# [Work request]
Among the entries below, copy every line that carries the word "Haytor".

# [Source data]
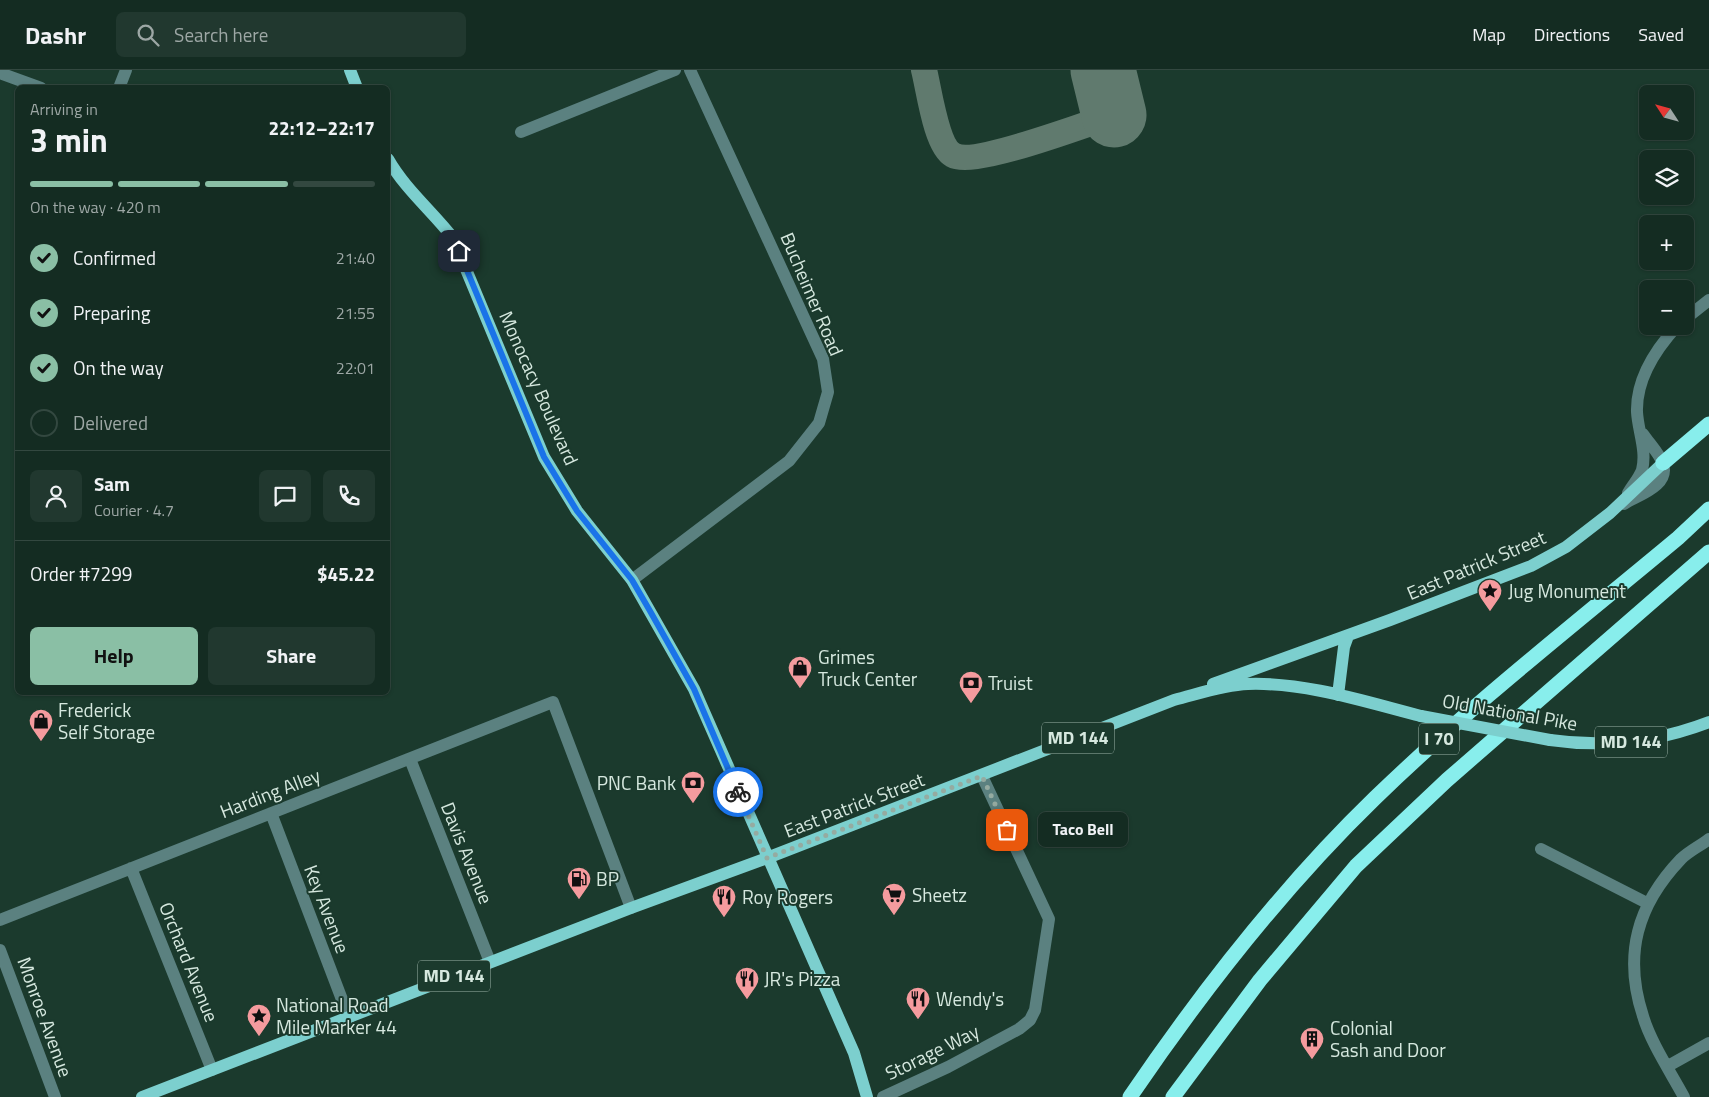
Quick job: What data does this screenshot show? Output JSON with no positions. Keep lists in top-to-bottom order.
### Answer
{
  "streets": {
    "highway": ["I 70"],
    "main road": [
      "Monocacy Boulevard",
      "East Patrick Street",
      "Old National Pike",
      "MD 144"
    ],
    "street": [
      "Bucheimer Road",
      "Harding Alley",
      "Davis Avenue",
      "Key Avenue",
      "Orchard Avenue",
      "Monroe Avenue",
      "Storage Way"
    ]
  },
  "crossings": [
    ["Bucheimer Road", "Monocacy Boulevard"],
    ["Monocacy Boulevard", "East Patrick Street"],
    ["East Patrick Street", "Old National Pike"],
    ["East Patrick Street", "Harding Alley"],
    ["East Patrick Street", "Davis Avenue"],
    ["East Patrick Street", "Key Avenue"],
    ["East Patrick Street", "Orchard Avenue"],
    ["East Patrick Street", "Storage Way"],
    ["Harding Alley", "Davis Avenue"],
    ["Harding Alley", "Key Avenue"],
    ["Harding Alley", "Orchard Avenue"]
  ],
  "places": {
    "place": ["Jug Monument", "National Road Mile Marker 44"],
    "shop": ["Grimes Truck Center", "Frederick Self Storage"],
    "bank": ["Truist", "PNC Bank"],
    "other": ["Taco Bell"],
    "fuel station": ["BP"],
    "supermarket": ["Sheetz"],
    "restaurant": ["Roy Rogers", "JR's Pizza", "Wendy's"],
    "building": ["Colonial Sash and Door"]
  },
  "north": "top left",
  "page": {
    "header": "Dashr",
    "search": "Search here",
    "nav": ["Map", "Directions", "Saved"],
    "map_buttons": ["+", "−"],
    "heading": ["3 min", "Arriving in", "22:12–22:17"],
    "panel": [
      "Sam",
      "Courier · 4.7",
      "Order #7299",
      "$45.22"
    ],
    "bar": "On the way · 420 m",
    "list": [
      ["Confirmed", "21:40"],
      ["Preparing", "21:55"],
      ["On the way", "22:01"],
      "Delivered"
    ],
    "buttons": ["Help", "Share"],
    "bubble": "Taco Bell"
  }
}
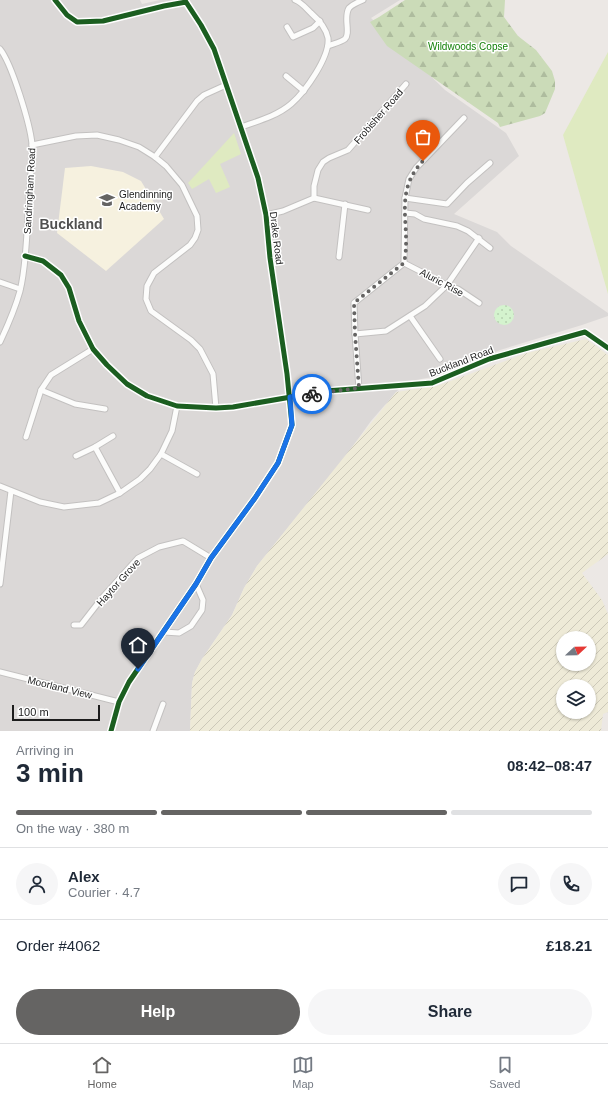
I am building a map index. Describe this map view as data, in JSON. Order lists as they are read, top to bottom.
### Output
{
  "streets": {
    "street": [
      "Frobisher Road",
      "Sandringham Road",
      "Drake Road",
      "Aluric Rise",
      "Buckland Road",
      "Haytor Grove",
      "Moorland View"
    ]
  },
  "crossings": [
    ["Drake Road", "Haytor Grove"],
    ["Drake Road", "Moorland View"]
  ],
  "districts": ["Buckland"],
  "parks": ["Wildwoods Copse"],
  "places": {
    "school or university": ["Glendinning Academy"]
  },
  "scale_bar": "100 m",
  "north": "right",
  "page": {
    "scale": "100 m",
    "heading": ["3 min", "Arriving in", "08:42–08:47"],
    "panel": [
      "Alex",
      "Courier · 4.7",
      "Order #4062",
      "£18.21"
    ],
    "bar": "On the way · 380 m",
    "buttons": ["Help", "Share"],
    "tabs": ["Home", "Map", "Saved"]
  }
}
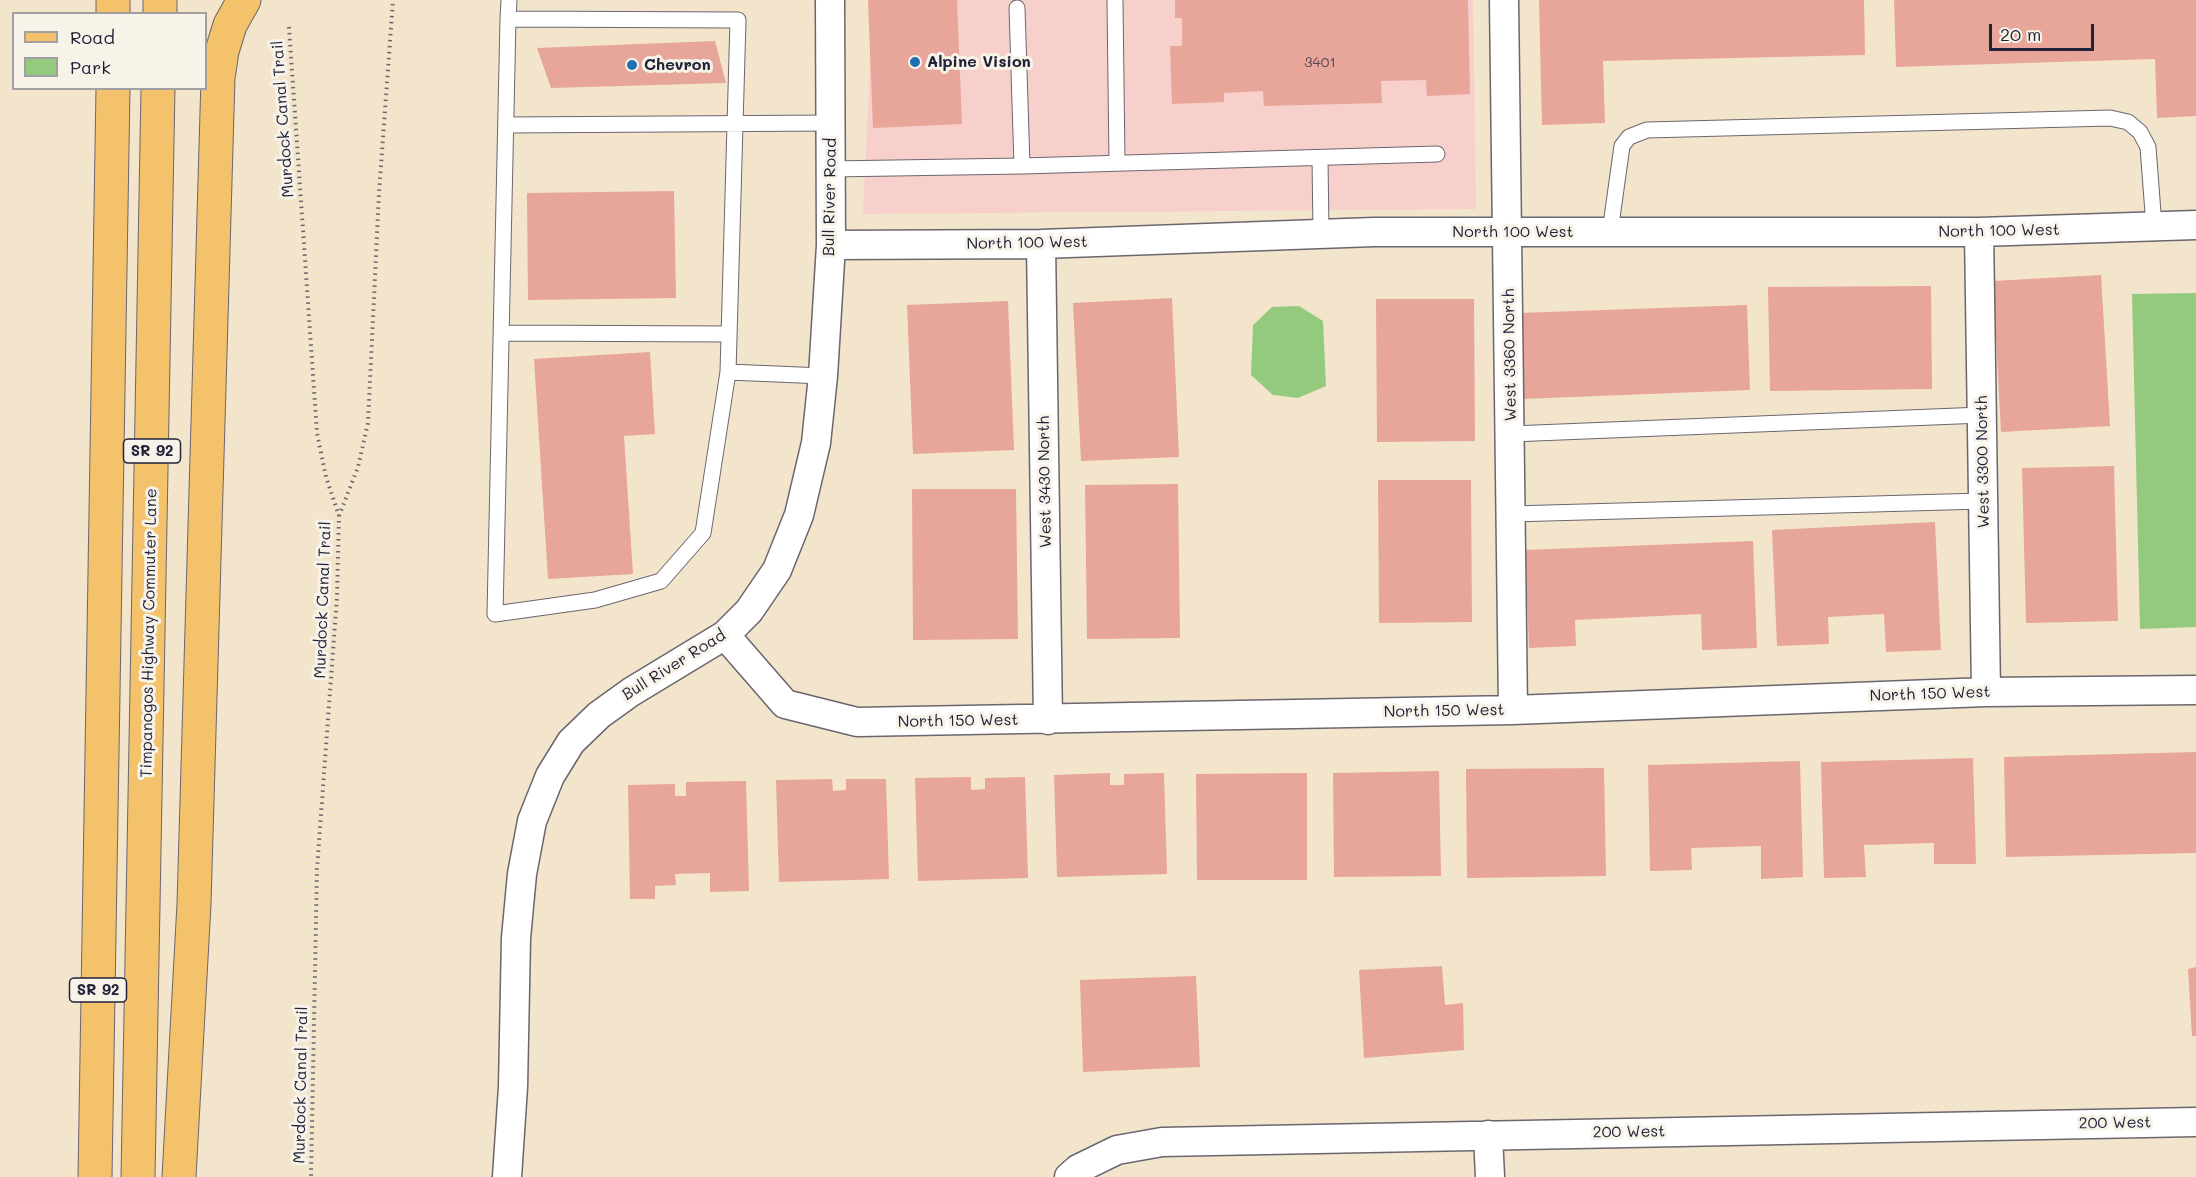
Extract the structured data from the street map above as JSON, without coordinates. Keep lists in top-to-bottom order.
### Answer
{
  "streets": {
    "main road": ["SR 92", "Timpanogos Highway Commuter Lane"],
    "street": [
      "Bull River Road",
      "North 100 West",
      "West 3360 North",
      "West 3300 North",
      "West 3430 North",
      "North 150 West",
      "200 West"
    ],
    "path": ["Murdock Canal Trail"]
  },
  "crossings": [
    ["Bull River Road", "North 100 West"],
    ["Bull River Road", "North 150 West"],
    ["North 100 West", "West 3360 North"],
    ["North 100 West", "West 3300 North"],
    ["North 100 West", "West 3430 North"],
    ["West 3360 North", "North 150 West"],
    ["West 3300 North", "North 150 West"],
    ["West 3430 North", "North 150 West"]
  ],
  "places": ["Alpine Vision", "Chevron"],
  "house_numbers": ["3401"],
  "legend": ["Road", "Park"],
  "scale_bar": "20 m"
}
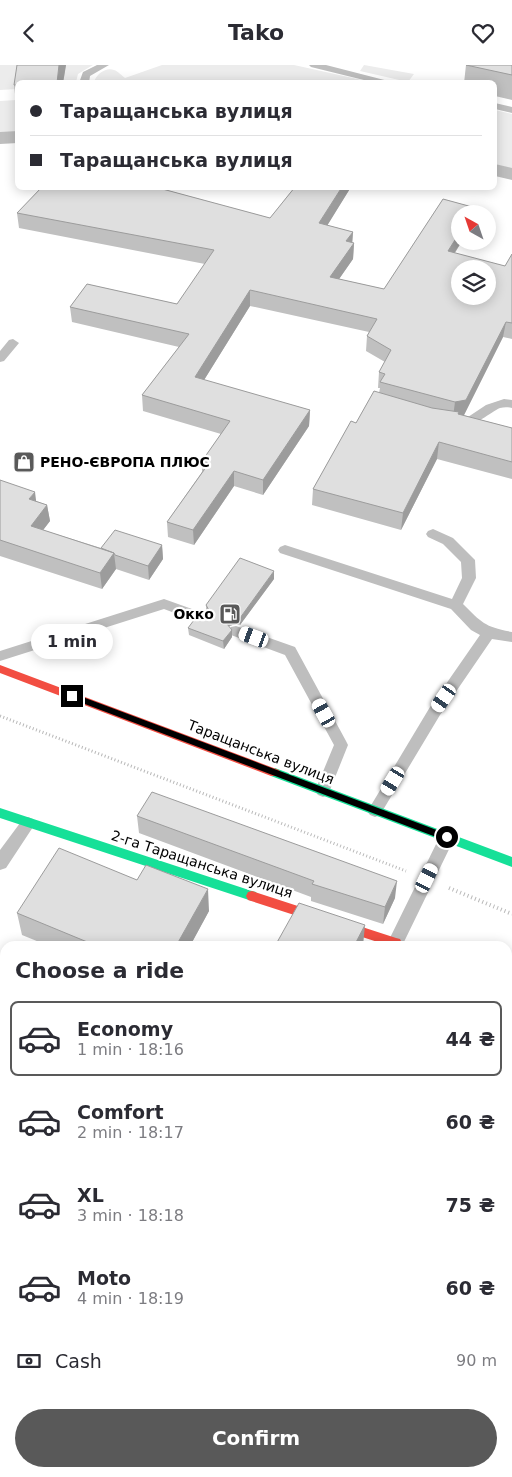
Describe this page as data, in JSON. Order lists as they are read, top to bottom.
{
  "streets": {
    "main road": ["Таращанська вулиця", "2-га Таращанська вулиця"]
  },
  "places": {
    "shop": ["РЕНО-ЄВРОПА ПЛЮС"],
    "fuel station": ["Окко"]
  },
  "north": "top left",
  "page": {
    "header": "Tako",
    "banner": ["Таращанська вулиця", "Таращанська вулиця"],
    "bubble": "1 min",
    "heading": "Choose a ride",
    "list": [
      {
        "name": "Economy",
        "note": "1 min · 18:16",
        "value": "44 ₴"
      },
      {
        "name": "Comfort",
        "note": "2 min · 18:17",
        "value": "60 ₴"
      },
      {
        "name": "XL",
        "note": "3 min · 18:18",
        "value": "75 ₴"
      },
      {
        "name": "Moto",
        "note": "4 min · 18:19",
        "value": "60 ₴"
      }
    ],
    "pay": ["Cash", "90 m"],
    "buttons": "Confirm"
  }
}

# [Answer]
      "Haytor Grove",
    ["Drake Road", "Haytor Grove"],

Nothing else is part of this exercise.